So you’re coming out of your Super Bowl food coma, and your brain is slowly ridding itself of the six pounds of cream cheese you inhaled while watching Bruno Mars, Cam Newton and puppies, in some order. Great! Welcome to baseball season!
Think back 12 months. The Texas Rangers were plodding toward spring training with the same amount of buzz as a rerun of “Martin.” And for those who could sweep away the growing sense of melancholy around the team to actually look at the roster, there was one giant, glaring issue:
“Hey, uh, what are the Rangers going to do about their bullpen?”
You’re remembering it correctly — it was a mess. A hodgepodge of complete unknowns and we-wish-we-didn’t-knows. It was more or less the leftovers from the altogether miserable 2014 season in which the most valuable remaining bullpen piece was either Nick Martinez or Alex Claudio. Yes, it was bad.
There was a terrible duality to the Rangers’ bullpen situation entering 2015: the vast majority of the options were woefully inexperienced, and the experienced options they did have were either bad or named Neftali Feliz.
Check out the Rangers’ Opening Day bullpen from 2015, but you may want to look at it through a pinhole viewer like a solar eclipse.

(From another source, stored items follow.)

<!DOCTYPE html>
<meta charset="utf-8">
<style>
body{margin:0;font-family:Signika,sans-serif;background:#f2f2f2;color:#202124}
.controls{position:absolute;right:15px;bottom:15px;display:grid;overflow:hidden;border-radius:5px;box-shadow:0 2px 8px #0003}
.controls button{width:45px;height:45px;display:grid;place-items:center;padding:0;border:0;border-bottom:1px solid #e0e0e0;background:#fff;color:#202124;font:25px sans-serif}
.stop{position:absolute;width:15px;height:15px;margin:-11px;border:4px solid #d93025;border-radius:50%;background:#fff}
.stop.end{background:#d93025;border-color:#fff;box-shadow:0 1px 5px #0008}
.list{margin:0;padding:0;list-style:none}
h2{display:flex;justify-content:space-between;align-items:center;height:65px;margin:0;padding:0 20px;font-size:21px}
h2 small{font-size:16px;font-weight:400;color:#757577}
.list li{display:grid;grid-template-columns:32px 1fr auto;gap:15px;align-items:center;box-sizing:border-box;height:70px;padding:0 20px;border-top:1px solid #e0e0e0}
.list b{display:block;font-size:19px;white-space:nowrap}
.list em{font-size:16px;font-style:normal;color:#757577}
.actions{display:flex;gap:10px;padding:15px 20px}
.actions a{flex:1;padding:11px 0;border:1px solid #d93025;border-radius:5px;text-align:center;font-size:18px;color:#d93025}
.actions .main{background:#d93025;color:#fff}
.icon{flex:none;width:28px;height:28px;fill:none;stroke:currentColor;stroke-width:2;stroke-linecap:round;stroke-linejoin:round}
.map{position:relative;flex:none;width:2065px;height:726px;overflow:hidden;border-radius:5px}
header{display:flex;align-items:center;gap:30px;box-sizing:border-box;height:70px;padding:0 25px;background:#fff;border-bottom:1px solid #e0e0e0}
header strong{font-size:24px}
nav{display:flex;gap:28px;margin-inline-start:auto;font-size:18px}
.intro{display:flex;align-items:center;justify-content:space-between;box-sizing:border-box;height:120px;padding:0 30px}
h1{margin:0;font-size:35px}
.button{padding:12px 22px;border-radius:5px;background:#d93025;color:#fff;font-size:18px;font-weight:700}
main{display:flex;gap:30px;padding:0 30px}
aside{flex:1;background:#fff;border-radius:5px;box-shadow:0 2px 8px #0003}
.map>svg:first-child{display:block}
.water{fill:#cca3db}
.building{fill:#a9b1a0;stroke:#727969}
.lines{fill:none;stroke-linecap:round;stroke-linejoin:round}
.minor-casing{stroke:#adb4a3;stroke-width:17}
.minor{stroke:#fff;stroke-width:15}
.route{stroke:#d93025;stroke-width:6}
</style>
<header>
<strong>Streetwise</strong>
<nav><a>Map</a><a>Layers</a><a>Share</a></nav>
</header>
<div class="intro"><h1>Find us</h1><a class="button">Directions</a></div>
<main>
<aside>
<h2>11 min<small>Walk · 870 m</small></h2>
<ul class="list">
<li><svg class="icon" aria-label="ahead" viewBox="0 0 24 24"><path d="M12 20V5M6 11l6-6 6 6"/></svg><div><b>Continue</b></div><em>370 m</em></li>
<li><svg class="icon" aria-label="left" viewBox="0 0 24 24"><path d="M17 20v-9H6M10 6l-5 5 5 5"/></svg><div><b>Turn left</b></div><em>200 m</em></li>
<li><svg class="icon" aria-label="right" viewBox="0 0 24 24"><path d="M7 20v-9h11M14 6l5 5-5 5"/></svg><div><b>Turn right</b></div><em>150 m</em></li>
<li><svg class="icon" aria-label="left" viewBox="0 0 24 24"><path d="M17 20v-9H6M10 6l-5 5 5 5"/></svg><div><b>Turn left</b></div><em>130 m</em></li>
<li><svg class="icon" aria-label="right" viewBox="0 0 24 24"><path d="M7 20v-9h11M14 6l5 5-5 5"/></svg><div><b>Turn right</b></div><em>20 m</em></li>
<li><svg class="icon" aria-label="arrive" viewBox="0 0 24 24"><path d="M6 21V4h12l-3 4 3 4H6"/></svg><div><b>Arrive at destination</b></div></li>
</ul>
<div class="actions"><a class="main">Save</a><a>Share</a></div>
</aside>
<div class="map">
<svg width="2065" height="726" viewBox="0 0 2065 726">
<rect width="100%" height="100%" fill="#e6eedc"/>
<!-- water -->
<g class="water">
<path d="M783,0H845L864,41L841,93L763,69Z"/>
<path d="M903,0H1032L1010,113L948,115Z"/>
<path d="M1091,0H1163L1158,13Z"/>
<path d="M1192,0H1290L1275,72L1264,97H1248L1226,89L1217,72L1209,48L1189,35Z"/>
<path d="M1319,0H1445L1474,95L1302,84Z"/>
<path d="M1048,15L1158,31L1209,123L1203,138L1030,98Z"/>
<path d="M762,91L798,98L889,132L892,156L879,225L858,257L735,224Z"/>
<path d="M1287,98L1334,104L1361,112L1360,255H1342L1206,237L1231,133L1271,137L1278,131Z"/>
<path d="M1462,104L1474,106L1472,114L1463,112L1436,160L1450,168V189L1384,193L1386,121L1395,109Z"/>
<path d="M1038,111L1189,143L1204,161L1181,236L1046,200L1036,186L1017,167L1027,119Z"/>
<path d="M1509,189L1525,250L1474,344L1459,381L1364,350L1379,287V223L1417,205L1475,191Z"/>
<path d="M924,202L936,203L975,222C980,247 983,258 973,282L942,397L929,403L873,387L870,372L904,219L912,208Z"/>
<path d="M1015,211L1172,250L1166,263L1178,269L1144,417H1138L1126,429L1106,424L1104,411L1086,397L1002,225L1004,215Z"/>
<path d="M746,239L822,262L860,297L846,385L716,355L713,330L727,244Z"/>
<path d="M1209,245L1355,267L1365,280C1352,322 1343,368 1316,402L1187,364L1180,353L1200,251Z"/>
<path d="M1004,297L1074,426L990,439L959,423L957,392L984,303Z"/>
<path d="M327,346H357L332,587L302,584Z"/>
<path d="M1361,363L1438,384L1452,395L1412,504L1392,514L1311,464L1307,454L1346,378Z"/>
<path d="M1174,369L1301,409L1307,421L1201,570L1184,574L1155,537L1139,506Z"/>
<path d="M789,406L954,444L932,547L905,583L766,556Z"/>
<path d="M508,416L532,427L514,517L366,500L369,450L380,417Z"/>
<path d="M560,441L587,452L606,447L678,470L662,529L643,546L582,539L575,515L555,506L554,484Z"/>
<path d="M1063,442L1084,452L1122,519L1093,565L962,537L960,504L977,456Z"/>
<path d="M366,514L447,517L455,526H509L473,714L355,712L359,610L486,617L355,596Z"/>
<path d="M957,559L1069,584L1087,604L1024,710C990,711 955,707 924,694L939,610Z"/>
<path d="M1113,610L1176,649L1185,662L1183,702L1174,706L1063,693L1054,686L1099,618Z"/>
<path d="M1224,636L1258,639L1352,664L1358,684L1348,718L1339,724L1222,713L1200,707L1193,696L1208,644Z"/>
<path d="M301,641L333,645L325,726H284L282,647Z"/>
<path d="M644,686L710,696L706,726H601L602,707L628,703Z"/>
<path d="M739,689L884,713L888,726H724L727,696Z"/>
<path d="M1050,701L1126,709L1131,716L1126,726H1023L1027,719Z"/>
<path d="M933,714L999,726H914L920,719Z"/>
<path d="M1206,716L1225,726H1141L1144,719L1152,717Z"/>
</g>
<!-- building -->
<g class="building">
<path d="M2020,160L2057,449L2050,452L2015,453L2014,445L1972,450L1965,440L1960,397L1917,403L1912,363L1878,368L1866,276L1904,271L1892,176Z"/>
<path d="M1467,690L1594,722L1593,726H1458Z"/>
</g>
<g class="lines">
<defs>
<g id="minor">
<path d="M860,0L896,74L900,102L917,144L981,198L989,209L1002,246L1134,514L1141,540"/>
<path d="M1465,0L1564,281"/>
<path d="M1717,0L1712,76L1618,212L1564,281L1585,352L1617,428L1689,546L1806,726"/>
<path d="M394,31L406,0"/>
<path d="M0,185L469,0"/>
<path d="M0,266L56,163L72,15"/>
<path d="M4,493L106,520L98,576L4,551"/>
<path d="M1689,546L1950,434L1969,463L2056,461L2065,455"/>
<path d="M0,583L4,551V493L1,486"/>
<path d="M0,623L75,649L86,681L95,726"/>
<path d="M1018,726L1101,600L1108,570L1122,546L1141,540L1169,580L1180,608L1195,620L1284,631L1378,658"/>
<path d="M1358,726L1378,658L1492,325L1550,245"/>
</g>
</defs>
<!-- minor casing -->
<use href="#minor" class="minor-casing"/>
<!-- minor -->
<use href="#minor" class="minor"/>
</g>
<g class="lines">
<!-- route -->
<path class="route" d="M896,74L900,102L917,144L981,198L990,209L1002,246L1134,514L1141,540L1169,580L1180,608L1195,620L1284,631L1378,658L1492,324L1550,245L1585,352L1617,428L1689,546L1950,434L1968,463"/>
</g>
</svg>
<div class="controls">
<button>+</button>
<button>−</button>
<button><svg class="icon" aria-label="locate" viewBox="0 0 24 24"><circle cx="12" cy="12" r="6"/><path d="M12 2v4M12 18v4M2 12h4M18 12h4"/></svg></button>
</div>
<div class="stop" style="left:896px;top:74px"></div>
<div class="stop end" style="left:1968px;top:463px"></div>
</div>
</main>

TEX Bullpen, 2015 Opening Day | PRE-2015 CAREER IP | PRE-2015 CAREER WAR |
Anthony Bass | 214.1 | -0.2 |
Neftali Feliz | 241.2 | 4.3 |
Keone Kela | 0 | 0.0 |
Phil Klein | 19 | -0.1 |
Roman Mendez | 33 | 0.0 |
Shawn Tolleson | 109.1 | -0.1 |
Logan Verrett | 0 | 0.0 |
TOTAL | 617.1 | 3.9 |
To put that in some perspective: Royals reliever Wade Davis entered 2015 with more innings pitched and career WAR than the entire Rangers bullpen.
Of course, this is 12 months later, though it feels like eons have passed. The Rangers’ bullpen did a midseason about-face from albatross to asset thanks in large part to a number of deals at the trade deadline, bringing in the likes of Sam Dyson and Jake Diekman. And, of course, the emergence of some of those unknowns — Kela and Tolleson in particular — helped with that as well.
With the offseason addition of veteran dance enthusiast and also right-handed reliever Tom Wilhelmsen from Seattle, the Rangers’ projected bullpen for 2016 has definitely closed the experience gap.
TEX Bullpen, 2016 Opening Day (Projected) | PRE-2016 CAREER IP | PRE-2016 CAREER WAR |
Shawn Tolleson | 181.2 | 1.0 |
Sam Freeman | 108.2 | 0.0 |
Sam Dyson | 129 | 1.1 |
Jake Diekman | 195 | 2.5 |
Tom Wilhelmsen | 312.1 | 2.8 |
Keone Kela | 60.1 | 1.5 |
Andrew Faulkner | 9.2 | 0.0 |
TOTAL | 996.2 | 8.9 |
(Tolleson, Freeman, Dyson, Diekman, Wilhelmsen and Kela seem like pretty good bets for the Rangers’ Opening Day roster; Faulkner seems to have the inside track for the final spot, especially as a lefty in an otherwise righty-dominated pen.)
That would mean that the Rangers have increased their bullpen experience by more than 61 percent, and not at the expense of empty innings — the bullpen’s cumulative WAR is more than twice what it was last season.
Bullpens are notoriously fickle, and the increase in experience and quality is no guarantee that the Rangers’ relievers will play to their paper. But for now, the white-knuckle days of wondering which member of the mystery team is coming out of the door in right-center field feel long ago.